We passed a set of four hourglasses that hadn't spilled their contents yet, but somehow didn't seem to be blocked by anything. Professor McGonagall placed a hand on the upper bulb of one that was filled with something red. On closer examination, the "something" seemed to be gemstones.
"Before you ask, yes, these are rubies," she said. "As well as diamonds, sapphires, and emeralds." She cleared her throat and then continued with what she'd been saying before. "There's Hufflepuff, the objective and loyal, whose colors are yellow and black and are signified by the badger. The next is Ravenclaw, the wise and creative, whose colors are blue and bronze - silver, to some - and are signified by an eagle."
"Hang on," I said, on the verge of laughter, "they're named Ravenclaw and their animal is an eagle?"
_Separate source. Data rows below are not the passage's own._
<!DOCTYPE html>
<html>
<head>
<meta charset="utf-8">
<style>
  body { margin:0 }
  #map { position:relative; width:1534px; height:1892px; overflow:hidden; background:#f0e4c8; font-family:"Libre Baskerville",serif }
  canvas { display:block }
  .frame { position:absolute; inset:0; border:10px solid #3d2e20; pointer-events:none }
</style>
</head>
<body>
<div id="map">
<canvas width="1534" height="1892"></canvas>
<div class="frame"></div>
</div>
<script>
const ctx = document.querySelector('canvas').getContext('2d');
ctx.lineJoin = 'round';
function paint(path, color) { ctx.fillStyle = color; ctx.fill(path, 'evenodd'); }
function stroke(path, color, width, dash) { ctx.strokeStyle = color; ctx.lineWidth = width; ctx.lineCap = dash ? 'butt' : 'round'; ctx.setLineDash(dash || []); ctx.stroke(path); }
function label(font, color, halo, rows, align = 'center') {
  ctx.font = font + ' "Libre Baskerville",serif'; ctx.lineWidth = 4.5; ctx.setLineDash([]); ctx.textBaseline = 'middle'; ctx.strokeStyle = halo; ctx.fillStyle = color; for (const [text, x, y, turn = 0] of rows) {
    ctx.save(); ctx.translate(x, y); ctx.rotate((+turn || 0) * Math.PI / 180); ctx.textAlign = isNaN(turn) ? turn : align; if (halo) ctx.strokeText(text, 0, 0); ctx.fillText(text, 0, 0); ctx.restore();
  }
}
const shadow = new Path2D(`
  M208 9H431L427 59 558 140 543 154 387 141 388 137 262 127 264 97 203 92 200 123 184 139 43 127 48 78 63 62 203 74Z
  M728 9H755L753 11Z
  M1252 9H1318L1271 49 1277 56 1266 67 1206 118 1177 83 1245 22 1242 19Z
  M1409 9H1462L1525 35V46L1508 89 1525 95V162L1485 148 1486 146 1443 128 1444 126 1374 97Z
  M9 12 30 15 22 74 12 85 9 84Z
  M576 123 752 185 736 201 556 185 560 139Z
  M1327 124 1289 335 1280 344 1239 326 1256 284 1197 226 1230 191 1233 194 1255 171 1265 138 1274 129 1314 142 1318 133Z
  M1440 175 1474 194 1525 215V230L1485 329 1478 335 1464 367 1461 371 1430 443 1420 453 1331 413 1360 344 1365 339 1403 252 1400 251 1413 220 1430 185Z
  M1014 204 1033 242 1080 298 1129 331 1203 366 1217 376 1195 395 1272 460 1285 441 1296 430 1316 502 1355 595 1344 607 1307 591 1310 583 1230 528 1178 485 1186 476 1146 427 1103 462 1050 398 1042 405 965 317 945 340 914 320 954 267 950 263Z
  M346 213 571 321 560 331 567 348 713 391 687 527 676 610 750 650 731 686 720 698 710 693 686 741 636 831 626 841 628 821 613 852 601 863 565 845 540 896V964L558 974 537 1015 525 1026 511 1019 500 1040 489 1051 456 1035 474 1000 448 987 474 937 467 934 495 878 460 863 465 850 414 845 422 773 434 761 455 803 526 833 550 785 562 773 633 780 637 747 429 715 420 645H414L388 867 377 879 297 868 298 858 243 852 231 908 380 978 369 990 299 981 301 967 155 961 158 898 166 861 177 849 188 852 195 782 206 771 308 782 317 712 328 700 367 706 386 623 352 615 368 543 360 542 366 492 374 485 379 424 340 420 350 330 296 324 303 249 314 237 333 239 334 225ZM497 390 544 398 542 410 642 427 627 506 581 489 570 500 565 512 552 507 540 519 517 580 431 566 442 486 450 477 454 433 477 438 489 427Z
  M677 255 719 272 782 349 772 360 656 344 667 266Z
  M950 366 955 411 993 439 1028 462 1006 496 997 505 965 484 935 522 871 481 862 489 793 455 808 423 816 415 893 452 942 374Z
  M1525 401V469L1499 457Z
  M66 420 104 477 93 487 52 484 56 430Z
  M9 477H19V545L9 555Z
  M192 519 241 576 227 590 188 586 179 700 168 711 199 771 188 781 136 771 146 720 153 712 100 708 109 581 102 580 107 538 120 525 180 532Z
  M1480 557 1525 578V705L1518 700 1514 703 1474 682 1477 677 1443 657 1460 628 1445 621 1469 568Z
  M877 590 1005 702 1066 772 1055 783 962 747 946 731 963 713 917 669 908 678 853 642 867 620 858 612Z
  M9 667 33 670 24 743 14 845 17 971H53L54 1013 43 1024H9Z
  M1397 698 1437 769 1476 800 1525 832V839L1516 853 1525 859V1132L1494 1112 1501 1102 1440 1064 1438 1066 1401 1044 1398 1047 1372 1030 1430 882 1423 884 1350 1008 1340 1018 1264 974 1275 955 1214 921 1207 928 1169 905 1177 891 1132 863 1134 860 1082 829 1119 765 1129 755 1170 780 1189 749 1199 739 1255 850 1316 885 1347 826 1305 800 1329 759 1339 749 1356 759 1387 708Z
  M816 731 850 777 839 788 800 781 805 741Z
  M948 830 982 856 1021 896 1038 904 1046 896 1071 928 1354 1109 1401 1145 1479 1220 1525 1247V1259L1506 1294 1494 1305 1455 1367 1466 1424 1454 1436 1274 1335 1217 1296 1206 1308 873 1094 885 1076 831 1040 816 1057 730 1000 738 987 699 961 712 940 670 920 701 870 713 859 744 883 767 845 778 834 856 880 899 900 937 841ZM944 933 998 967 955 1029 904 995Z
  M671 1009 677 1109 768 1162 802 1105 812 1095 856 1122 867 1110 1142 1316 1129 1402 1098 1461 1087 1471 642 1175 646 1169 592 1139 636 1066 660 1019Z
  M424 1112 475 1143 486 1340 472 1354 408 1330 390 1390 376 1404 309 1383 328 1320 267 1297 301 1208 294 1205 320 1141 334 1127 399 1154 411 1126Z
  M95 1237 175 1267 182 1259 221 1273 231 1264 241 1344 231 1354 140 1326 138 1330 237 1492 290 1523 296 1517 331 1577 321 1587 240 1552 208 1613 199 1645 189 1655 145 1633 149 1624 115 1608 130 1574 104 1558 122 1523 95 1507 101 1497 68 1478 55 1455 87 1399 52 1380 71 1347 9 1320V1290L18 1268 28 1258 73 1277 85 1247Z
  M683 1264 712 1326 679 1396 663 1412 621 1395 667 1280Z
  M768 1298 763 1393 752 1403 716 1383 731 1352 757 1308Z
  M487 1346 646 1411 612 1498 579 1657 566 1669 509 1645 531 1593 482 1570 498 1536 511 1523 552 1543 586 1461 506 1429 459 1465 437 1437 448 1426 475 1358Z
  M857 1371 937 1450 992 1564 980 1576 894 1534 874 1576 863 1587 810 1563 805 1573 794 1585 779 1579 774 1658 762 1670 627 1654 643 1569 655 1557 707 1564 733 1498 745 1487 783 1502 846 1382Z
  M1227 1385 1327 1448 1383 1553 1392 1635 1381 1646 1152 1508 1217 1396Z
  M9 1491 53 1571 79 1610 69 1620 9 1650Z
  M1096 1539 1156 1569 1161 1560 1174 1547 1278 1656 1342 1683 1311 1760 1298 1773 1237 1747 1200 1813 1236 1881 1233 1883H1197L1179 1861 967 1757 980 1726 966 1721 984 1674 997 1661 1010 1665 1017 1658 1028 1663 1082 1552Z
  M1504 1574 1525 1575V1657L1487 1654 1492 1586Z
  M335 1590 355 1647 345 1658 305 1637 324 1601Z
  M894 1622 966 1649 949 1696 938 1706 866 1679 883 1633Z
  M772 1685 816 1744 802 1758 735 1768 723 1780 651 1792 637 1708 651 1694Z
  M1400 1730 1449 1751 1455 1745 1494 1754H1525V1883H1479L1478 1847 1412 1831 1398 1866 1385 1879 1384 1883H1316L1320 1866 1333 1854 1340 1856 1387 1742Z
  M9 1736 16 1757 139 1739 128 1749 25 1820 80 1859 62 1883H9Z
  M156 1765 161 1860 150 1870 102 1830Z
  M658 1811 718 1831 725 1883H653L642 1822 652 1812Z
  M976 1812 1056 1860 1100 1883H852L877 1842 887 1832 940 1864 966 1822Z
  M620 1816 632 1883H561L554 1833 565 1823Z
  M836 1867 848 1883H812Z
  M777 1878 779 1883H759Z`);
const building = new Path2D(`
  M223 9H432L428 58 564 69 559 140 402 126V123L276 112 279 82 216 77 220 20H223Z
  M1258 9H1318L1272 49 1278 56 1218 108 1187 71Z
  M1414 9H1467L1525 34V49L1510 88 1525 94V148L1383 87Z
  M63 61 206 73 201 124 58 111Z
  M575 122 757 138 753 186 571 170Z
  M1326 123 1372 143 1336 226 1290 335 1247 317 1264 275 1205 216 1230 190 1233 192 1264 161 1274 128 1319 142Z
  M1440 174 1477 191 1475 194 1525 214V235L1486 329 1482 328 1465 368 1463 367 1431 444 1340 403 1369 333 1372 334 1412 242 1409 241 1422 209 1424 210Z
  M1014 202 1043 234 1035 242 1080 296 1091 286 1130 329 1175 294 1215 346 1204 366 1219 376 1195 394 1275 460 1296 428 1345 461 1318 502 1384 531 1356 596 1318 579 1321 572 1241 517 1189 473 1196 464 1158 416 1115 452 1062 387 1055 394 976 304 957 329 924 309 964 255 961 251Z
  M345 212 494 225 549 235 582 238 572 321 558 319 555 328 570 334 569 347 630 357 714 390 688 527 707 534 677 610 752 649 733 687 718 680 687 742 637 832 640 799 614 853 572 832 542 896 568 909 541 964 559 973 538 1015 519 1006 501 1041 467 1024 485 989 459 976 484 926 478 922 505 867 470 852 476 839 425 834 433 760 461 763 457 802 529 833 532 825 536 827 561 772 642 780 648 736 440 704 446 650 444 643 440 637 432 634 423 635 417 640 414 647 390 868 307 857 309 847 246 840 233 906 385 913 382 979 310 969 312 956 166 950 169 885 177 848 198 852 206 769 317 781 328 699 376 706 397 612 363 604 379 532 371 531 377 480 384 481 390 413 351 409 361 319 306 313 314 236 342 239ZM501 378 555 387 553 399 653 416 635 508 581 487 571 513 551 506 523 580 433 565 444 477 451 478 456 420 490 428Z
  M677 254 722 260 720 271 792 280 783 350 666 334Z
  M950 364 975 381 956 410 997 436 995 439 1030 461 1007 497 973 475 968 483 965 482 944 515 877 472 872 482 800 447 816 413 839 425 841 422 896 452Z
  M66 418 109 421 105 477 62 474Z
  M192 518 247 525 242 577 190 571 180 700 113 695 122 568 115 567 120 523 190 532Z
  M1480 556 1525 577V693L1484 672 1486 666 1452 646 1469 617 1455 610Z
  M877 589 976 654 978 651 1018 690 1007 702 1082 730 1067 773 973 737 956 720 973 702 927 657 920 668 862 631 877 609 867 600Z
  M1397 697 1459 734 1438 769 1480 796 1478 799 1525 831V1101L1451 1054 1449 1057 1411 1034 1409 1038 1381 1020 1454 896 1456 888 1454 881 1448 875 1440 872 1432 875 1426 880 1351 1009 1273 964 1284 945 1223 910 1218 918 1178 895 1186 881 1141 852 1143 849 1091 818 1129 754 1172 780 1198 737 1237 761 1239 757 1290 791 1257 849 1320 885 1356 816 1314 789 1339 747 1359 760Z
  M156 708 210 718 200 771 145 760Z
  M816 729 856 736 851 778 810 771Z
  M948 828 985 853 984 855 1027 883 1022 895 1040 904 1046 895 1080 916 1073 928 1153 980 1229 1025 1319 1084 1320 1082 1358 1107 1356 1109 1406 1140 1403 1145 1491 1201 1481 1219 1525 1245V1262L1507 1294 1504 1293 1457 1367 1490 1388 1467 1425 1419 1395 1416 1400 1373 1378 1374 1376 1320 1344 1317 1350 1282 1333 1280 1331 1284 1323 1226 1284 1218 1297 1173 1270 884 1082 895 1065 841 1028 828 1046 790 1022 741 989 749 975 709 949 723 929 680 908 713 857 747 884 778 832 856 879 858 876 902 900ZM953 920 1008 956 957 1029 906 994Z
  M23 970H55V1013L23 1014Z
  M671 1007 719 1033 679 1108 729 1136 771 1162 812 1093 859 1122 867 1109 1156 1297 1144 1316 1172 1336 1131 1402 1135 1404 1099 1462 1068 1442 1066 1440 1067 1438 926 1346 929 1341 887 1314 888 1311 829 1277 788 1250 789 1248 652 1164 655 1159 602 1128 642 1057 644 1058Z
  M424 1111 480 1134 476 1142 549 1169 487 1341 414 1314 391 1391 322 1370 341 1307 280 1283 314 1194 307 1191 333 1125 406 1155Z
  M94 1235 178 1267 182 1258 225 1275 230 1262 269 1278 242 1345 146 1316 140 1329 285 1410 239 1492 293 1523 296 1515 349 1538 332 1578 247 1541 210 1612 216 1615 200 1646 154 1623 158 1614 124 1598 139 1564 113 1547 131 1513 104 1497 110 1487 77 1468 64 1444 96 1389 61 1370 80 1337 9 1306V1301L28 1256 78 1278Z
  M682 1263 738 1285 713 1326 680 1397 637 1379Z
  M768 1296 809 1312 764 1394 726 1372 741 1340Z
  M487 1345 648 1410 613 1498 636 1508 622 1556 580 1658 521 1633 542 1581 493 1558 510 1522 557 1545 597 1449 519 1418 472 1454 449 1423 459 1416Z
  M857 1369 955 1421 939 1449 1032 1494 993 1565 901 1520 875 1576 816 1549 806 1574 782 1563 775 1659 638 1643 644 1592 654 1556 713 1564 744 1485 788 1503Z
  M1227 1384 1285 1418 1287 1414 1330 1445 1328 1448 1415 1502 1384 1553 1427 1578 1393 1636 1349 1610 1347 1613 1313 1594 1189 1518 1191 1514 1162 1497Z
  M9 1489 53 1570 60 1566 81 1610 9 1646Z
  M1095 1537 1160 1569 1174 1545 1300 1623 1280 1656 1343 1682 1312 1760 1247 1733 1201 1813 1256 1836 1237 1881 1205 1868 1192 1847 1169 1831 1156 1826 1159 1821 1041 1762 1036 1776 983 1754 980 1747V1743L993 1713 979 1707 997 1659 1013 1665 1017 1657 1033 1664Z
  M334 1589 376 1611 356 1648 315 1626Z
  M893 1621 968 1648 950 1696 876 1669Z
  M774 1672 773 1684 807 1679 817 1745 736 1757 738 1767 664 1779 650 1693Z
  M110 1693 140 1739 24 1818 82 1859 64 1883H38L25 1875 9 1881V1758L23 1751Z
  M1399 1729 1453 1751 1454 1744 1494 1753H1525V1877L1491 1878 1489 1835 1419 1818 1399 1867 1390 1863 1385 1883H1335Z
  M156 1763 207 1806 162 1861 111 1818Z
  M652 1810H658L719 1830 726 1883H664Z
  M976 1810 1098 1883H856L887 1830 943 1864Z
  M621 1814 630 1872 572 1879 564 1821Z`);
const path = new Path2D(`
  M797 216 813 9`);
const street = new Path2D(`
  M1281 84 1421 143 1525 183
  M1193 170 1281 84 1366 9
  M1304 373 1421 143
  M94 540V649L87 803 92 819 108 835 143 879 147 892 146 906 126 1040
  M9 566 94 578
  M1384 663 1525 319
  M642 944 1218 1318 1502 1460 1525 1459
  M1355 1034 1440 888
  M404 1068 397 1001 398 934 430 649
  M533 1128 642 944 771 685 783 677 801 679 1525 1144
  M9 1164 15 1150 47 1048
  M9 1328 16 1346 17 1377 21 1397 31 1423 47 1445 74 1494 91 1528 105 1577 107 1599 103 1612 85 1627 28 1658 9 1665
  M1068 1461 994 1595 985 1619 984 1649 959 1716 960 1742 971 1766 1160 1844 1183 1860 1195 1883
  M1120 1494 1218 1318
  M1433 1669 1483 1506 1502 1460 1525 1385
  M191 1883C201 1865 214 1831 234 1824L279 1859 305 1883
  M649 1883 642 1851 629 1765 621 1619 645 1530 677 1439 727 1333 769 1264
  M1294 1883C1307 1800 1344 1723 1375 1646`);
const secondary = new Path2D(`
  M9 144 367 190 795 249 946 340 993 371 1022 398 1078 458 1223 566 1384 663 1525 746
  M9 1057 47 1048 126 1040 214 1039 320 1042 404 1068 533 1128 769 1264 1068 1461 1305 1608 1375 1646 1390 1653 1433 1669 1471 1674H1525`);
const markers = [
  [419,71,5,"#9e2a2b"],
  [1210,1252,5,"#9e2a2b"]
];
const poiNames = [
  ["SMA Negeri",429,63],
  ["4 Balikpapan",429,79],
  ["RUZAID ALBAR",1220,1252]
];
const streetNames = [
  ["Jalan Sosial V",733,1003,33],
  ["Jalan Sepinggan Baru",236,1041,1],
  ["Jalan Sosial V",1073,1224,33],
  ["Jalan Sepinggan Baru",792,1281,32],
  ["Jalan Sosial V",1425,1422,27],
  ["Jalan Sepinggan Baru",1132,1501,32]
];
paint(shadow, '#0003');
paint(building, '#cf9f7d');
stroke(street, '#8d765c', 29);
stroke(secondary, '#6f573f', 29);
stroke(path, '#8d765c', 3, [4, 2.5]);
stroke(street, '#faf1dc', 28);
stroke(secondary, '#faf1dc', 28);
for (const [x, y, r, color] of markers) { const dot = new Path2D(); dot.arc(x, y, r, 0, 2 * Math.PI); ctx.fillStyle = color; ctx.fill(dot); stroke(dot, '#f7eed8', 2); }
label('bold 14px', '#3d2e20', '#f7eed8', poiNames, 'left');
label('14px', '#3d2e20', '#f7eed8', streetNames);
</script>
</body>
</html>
She cracked a grin. "I didn't make the Houses." She paused, then continued. "The last house is named Slytherin, the cunning and ambitious." She looked at her feet and seemed unhappy with what she saw there. "They are green and silver, and are represented by a snake."
"Is there something wrong with Slytherin?"
She shook her head. "I'm just not partial to their attitudes towards certain student bodies," she answered calmly.
I nodded, not sure what to say to that. "Okay."
We continued on deeper into the castle. After continuing up staircases and through hallways, where I paused to rest my arms, we eventually stopped at a tall statue of a gryffin.
"Lemon Drops," she pronounced, stepping up to the statue. It began to turn, and she looked at me. "Well? Come on."
I stepped onto the staircase as though it were a strange, circular escalator, being careful not to have anything get caught between the wall and the staircase. Finally the staircase stopped with a stony grinding sound and a jolt.
"Here we are, the headmaster's office," Professor McGonagall said.